Leitsatz

  1. Art. 13 Teil B Buchst. f der 6. EG-Richtlinie ist dahin auszulegen, dass er nationalen Rechtsvorschriften entgegensteht, wonach die Veranstaltung oder der Betrieb von Glücksspielen und Glücksspielgeräten aller Art in zugelassenen öffentlichen Spielbanken steuerfrei ist, während diese Steuerbefreiung für die Ausübung der gleichen Tätigkeit durch Wirtschaftsteilnehmer, die nicht Spielbankbetreiber sind, nicht gilt.
  2. Art. 13 Teil B Buchst. f der 6. EG-Richtlinie hat unmittelbare Wirkung in dem Sinne, dass sich ein Veranstalter oder Betreiber von Glückspielen oder Glückspielgeräten vor den nationalen Gerichten darauf berufen kann, um die Anwendung mit dieser Bestimmung unvereinbarer innerstaatlicher Rechtsvorschriften zu verhindern.
 

Problematik

Die Umsätze aus dem Betrieb von Geldspielautomaten mit behördlicher Genehmigung in Gaststätten (Fall Linneweber) und von nicht genehmigungsgemäß durchgeführtem Roulette- und Kartenspiel in einem sog. Spielsalon (Fall Akritidis) wurden von den zuständigen Finanzämtern als steuerpflichtig behandelt - im zweiten Fall zuletzt nur die aus dem Kartenspiel -, weil die Voraussetzungen der Befreiung nach § 4 Nr. 9 Buchst. b UStG nicht vorlägen. Die FG hielten die in der 6. EG-Richtlinie vorgesehene Befreiung auch auf unerlaubte Spiele für anwendbar. Die Finanzämter gingen in die Revision. Der BFH legte die Rechtsfragen dem EuGH vor, der die Vorabentscheidungsfragen wie oben wiedergegeben beantwortete.

 

Konsequenzen für die Praxis

Da der EuGH die vom BFH gestellten Fragen "reduziert" und auf den beantworteten Kern "umformuliert" hatte, wird davon auszugehen sein, dass es nicht darauf ankommt, ob die außerhalb der Spielbanken betriebenen Glücksspielautomaten in wesentlichen Punkten, wie beim Höchsteinsatz und beim Höchstgewinn, mit den Geldspielautomaten in den Spielbanken vergleichbar sind. Die Mitgliedstaaten haben zwar nach Art. 13 Teil B Buchst. f der 6. EG-Richtlinie die Befugnisse, die Bedingungen und Beschränkungen der vorgesehenen Befreiung der Veranstaltung oder des Betriebes von Glücksspiele und Glücksspielgeräten festzulegen; sie dürfen aber die Befreiung "für die Ausübung der gleichen Tätigkeit durch Wirtschaftsteilnehmer, die nicht Spielbankbetreiber sind, nicht" gelten lassen. Offenbar sieht der EuGH die Glücksspiele der Art nach als gleich an, unabhängig davon, ob sie erlaubt oder unerlaubt veranstaltet werden.
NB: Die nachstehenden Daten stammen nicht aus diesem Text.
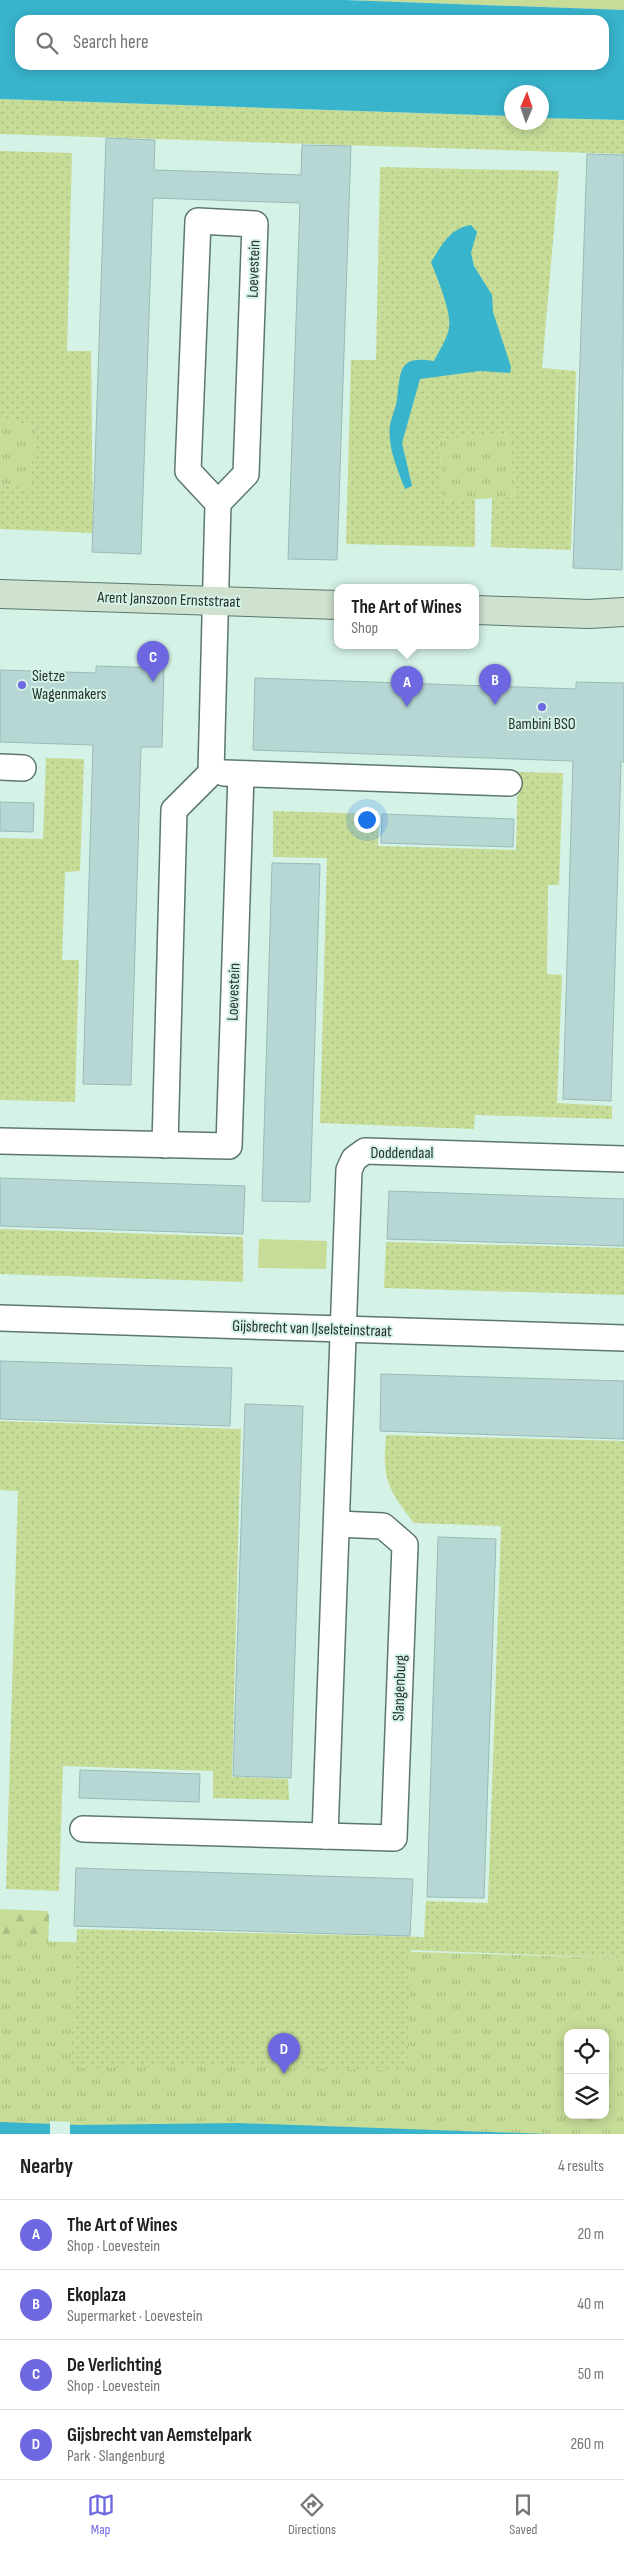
<!DOCTYPE html>
<html lang="en">
<head>
<meta charset="utf-8">
<style>
  :root { --surface:#fff; --page:#f2f2f2; --text:#202124; --muted:#757577; --line:#e0e0e0; --accent:#6d67e1 }
  body { margin:0; font-family:"Sofia Sans Condensed",sans-serif; background:var(--page); color:var(--text) }
  .controls { position:absolute; right:15px; bottom:15px; display:grid; overflow:hidden; border-radius:10px; box-shadow:0 2px 12px #0003 }
  .controls button { width:45px; height:45px; display:grid; place-items:center; padding:0; border:0; border-bottom:1px solid var(--line); background:var(--surface); color:var(--text); font:25px sans-serif }
  .compass { position:absolute; left:504px; top:85px; width:45px; height:45px; border-radius:50%; background:var(--surface); box-shadow:0 2px 12px #0003; rotate:2deg }
  .you { position:absolute; left:366px; top:819px; width:18px; height:18px; margin:-12px; border:4px solid #fff; border-radius:50%; background:#1a73e8; box-shadow:0 0 0 8px #1a73e833 }
  .badge { display:grid; place-items:center; width:32px; height:32px; border-radius:50%; background:var(--accent); color:#fff; font-size:16px; font-weight:700 }
  .pin { position:absolute; translate:-50% -41px; filter:drop-shadow(0 1px 2px #0008) }
  .pin::after { content:''; position:absolute; top:26px; width:18px; height:15px; background:inherit; clip-path:polygon(0 0,100% 0,50% 100%) }
  .popup { position:absolute; left:334px; top:584px; width:145px; height:65px; box-sizing:border-box; display:grid; place-content:center; border-radius:10px; background:var(--surface); filter:drop-shadow(0 1px 4px #0005); font-size:16px; white-space:nowrap; color:var(--muted) }
  .popup b { font-size:19px; color:var(--text) }
  .popup::after { content:''; position:absolute; left:50%; top:100%; margin-left:-10px; border:10px solid transparent; border-top-color:var(--surface) }
  .list { margin:0; padding:0; list-style:none }
  h2 { display:flex; justify-content:space-between; align-items:center; height:65px; margin:0; padding:0 20px; font-size:21px }
  h2 small { font-size:16px; font-weight:400; color:var(--muted) }
  .list li { display:grid; grid-template-columns:32px 1fr auto; gap:15px; align-items:center; box-sizing:border-box; height:70px; padding:0 20px; border-top:1px solid var(--line) }
  .list b { display:block; font-size:19px; white-space:nowrap }
  .list p { margin:0; font-size:16px; white-space:nowrap; color:var(--muted) }
  .list em { font-size:16px; font-style:normal; color:var(--muted) }
  .icon { flex:none; width:28px; height:28px; fill:none; stroke:currentColor; stroke-width:2; stroke-linecap:round; stroke-linejoin:round }
  .map { position:relative; flex:none; width:624px; height:2134px; overflow:hidden }
  .search { position:absolute; background:var(--surface); box-shadow:0 2px 12px #0003; left:15px; right:15px; top:15px; height:55px; display:flex; align-items:center; gap:12px; box-sizing:border-box; padding:0 18px; border-radius:15px; color:var(--muted); font-size:19px }
  .sheet { height:345px; background:var(--surface) }
  nav { display:flex; justify-content:space-around; align-items:center; box-sizing:border-box; height:70px; border-top:1px solid var(--line); background:var(--surface); font-size:14px; color:var(--muted) }
  nav a { display:grid; justify-items:center; gap:2px }
  nav .on { color:var(--accent) }
  .map>svg:first-child { display:block }
  .grass { fill:#c6dc97 }
  .forest { fill:url(#forest-firs) }
  .park { fill:url(#park-tufts); fill-rule:evenodd }
  .garden { fill:url(#garden-dots) }
  .water { fill:#38b4cc; fill-rule:evenodd }
  .pier { fill:#d5f2e6 }
  .building { fill:#b6d7d4; stroke:#9abab7 }
  .lines { fill:none; stroke-linecap:round; stroke-linejoin:round }
  .street-casing { stroke:#5d776d; stroke-width:28 }
  .secondary-casing { stroke:#5d776d; stroke-width:30 }
  .street { stroke:#fff; stroke-width:25 }
  .secondary { stroke:#cee2cf; stroke-width:28 }
  .poi-dot { fill:#6d67e1; stroke:#d5f2e6; stroke-width:2 }
  .labels { text-anchor:middle; dominant-baseline:central; stroke-width:4; stroke-linejoin:round; paint-order:stroke }
  .street-label { font-size:16px; fill:#26312c; stroke:#d5f2e6 }
  .poi-label { font-size:16px; fill:#26312c; stroke:#d5f2e6; text-anchor:start }
</style>
</head>
<body>
<div class="map">
<svg width="624" height="2134" viewBox="0 0 624 2134">
  <defs>
    <pattern id="forest-firs" width="22" height="20" patternUnits="userSpaceOnUse" patternTransform="scale(1.25)"><rect width="22" height="20" fill="#c6dc97"/><path d="M5 1l3.5 6h-7zM16 11l3.5 6h-7z" fill="#aabd82"/></pattern>
    <pattern id="park-tufts" width="24" height="20" patternUnits="userSpaceOnUse" patternTransform="scale(1.25)"><rect width="24" height="20" fill="#c6dc97"/><path d="M3 7l-1-3M5 7V3M7 7l1-3M15 17l-1-3M17 17v-4M19 17l1-3" fill="none" stroke="#aabd82"/></pattern>
    <pattern id="garden-dots" width="8" height="8" patternUnits="userSpaceOnUse" patternTransform="scale(1.25)"><rect width="8" height="8" fill="#c6dc97"/><path d="M2 2h.1M6 6h.1" fill="none" stroke="#aabd82" stroke-width="1.8" stroke-linecap="round"/></pattern>
  </defs>
  <rect width="100%" height="100%" fill="#d5f2e6"/>
  <g class="grass">
    <polygon points="344,0 624,0 624,10"/>
    <polygon points="259,1239 327,1241 326,1269 258,1268"/>
  </g>
  <polygon class="forest" points="0,1909 47,1911 49,1915 46,2034 0,2035"/>
  <g class="park">
    <polygon points="0,420 37,426 28,489 0,486"/>
    <polygon points="510,434 515,496 444,502 439,440"/>
    <path d="M0,1940L624,1958V2134H0ZM568,2033H605V2115H568Z"/>
  </g>
  <g class="garden">
    <polygon points="0,99 511,116 512,122 542,122 542,118 624,120 624,154 0,134"/>
    <polygon points="0,151 72,153 67,351 91,351 93,533 0,529 0,486 28,488 37,426 0,420"/>
    <polygon points="380,167 559,171 542,368 576,371 571,550 491,547 492,498 515,496 509,434 439,440 444,502 475,499 475,547 346,544 351,360 376,360"/>
    <polygon points="46,758 84,759 80,871 65,872 62,960 79,960 75,1102 0,1100 0,838 43,839"/>
    <polygon points="518,772 563,773 559,885 548,885 547,974 562,975 557,1103 612,1106 612,1119 475,1115 474,1129 320,1123 327,858 273,857 273,811 379,814 378,846 516,850"/>
    <polygon points="0,1229 243,1237 243,1282 0,1274"/>
    <polygon points="386,1242 624,1248 624,1295 384,1288"/>
    <polygon points="0,1421 241,1429 232,1777 288,1779 289,1800 213,1798 213,1771 63,1766 59,1891 6,1889 18,1491 0,1490"/>
    <path d="M386,1435L624,1441V1958L411,1950L407,2071L240,2066L71,2068L77,1929L424,1937L426,1901L488,1903L501,1526L414,1523C387,1488 382,1479 386,1435Z"/>
  </g>
  <g class="water">
    <path d="M0,0H344L624,10V120L542,118V92H512L511,116L0,99ZM20,20H604V65H20Z"/>
    <path d="M471,225L477,232L471,253L474,266L492,295L493,312L511,367L510,373L480,371L420,379L402,443L412,486L405,489C398,471 387,446 390,425C392,416 396,408 397,399C401,370 398,355 434,361C439,351 447,339 449,328C452,312 437,278 431,262C442,245 450,228 471,225Z"/>
    <polygon points="0,2122 79,2125 238,2123 548,2134 0,2134"/>
  </g>
  <polygon class="pier" points="50,2121 70,2122 70,2134 50,2134"/>
  <g class="building">
    <polygon points="106,138 155,140 154,170 220,172 301,175 302,145 351,146 337,560 288,559 300,203 153,198 141,554 92,552"/>
    <polygon points="587,154 624,155 622,570 573,568"/>
    <polygon points="96,666 164,668 162,747 141,747 131,1085 83,1084 93,745 0,742 0,670 96,673"/>
    <polygon points="255,678 576,689 576,682 624,683 624,762 621,762 611,1101 563,1099 573,761 253,750"/>
    <polygon points="0,802 34,803 33,832 0,831"/>
    <polygon points="382,814 514,819 513,847 381,843"/>
    <polygon points="272,863 320,864 310,1202 262,1201"/>
    <polygon points="0,1178 245,1186 243,1234 0,1226"/>
    <polygon points="389,1191 624,1199 624,1246 387,1239"/>
    <polygon points="0,1361 232,1368 230,1426 0,1419"/>
    <polygon points="381,1374 624,1381 624,1439 380,1431"/>
    <polygon points="245,1404 303,1406 291,1778 233,1776"/>
    <polygon points="438,1537 496,1539 484,1898 427,1897"/>
    <polygon points="80,1770 200,1774 199,1802 79,1798"/>
    <polygon points="76,1868 413,1879 410,1936 74,1926"/>
  </g>
  <g class="lines">
    <g class="street-casing">
      <g id="street">
        <polyline points="0,767 23,768"/>
        <polyline points="224,773 509,783"/>
        <polyline points="0,1141 229,1146 241,774"/>
        <polyline points="165,1145 174,810 211,773 218,503 246,474 255,224 198,221 188,471 218,503"/>
        <polyline points="0,1318 624,1338"/>
        <polyline points="83,1829 394,1838 405,1545 383,1526 337,1524"/>
        <polyline points="325,1836 349,1170 354,1159 365,1151 624,1159"/>
      </g>
    </g>
    <g class="secondary-casing">
      <g id="secondary">
        <polyline points="0,594 338,605"/>
        <polyline points="476,610 589,614 624,612"/>
      </g>
    </g>
    <use href="#street" class="street"/>
    <use href="#secondary" class="secondary"/>
  </g>
  <g class="poi-dot">
    <circle cx="22" cy="685" r="5"/>
    <circle cx="542" cy="707" r="5"/>
  </g>
  <g class="labels">
    <g class="street-label">
      <text transform="translate(254 269) rotate(-88)">Loevestein</text>
      <text transform="translate(169 600) rotate(2)">Arent Janszoon Ernststraat</text>
      <text transform="translate(234 992) rotate(-88)">Loevestein</text>
      <text x="402" y="1153">Doddendaal</text>
      <text transform="translate(312 1329) rotate(2)">Gijsbrecht van IJselsteinstraat</text>
      <text transform="translate(400 1688) rotate(-88)">Slangenburg</text>
    </g>
    <g class="poi-label">
      <text x="32" y="676">Sietze<tspan x="32" dy="18">Wagenmakers</tspan></text>
      <text x="542" y="724" text-anchor="middle">Bambini BSO</text>
    </g>
  </g>
</svg>
<div class="controls">
<button><svg class="icon" aria-label="locate" viewBox="0 0 24 24"><circle cx="12" cy="12" r="6"/><path d="M12 2v4M12 18v4M2 12h4M18 12h4"/></svg></button>
<button><svg class="icon" aria-label="layers" viewBox="0 0 24 24"><path d="M12 4l9 5-9 5-9-5zM3 14l9 5 9-5"/></svg></button>
</div>
<svg class="compass" viewBox="-18 -18 36 36"><path d="M0-13l5 13h-10z" fill="#e53935"/><path d="M0 13l5-13h-10z" fill="#757577"/></svg>
<div class="you"></div>
<div class="pin badge" style="left:407px;top:707px">A</div>
<div class="popup"><b>The Art of Wines</b>Shop</div>
<div class="pin badge" style="left:495px;top:705px">B</div>
<div class="pin badge" style="left:153px;top:682px">C</div>
<div class="pin badge" style="left:284px;top:2074px">D</div>
<div class="search"><svg class="icon" aria-label="search" viewBox="0 0 24 24"><circle cx="10" cy="10" r="6"/><path d="M15 15l6 6"/></svg>Search here</div>
</div>
<section class="sheet">
<h2>Nearby<small>4 results</small></h2>
<ul class="list">
<li><span class="badge">A</span><div><b>The Art of Wines</b><p>Shop · Loevestein</p></div><em>20 m</em></li>
<li><span class="badge">B</span><div><b>Ekoplaza</b><p>Supermarket · Loevestein</p></div><em>40 m</em></li>
<li><span class="badge">C</span><div><b>De Verlichting</b><p>Shop · Loevestein</p></div><em>50 m</em></li>
<li><span class="badge">D</span><div><b>Gijsbrecht van Aemstelpark</b><p>Park · Slangenburg</p></div><em>260 m</em></li>
</ul>
</section>
<nav>
<a class="on"><svg class="icon" aria-label="map" viewBox="0 0 24 24"><path d="M3 6l6-2 6 2 6-2v14l-6 2-6-2-6 2zM9 4v14M15 6v14"/></svg>Map</a>
<a><svg class="icon" aria-label="directions" viewBox="0 0 24 24"><path d="M12 3l9 9-9 9-9-9zM9 14v-3h6M13 9l2 2-2 2"/></svg>Directions</a>
<a><svg class="icon" aria-label="saved" viewBox="0 0 24 24"><path d="M7 4h10v16l-5-4-5 4z"/></svg>Saved</a>
</nav>
</body>
</html>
Zu beachten ist auch, dass der EuGH die zeitliche Wirkung des Urteils nicht beschränkt hat -entgegen dem Ersuchen der deutschen Regierung unter Hinweis u. a. "auf die verhängnisvollen Folgen". Die Auslegung gilt also auch rückwirkend - jedenfalls auf noch "offene" Fälle, angefochtene Festsetzungen oder solche unter Vorbehalt der Nachprüfung oder mit einschlägigem Vorläufigkeitsvermerk. Die Fälle sind vom BFH noch abschließend zu entscheiden[1].

 

Link zur Entscheidung

EuGH, Urteil vom 17.02.2005, C-453/02, C-462/02EuGH, Urteil v. 17.2.2005, Rs. C-453/02, C-462/02, - Edith Linneweber, Savvas Akritidis -, BFH/NV Beilage 2005 S. 94.

[1] Zu den vom deutschen Gesetzgeber als Reaktion auf das EuGH-Urteil geplanten Gesetzesänderungen und die Konsequenzen für betroffene Unternehmer siehe die Rubrik "Gesetzgebung" auf den S. 554 f. in dieser Gruppe.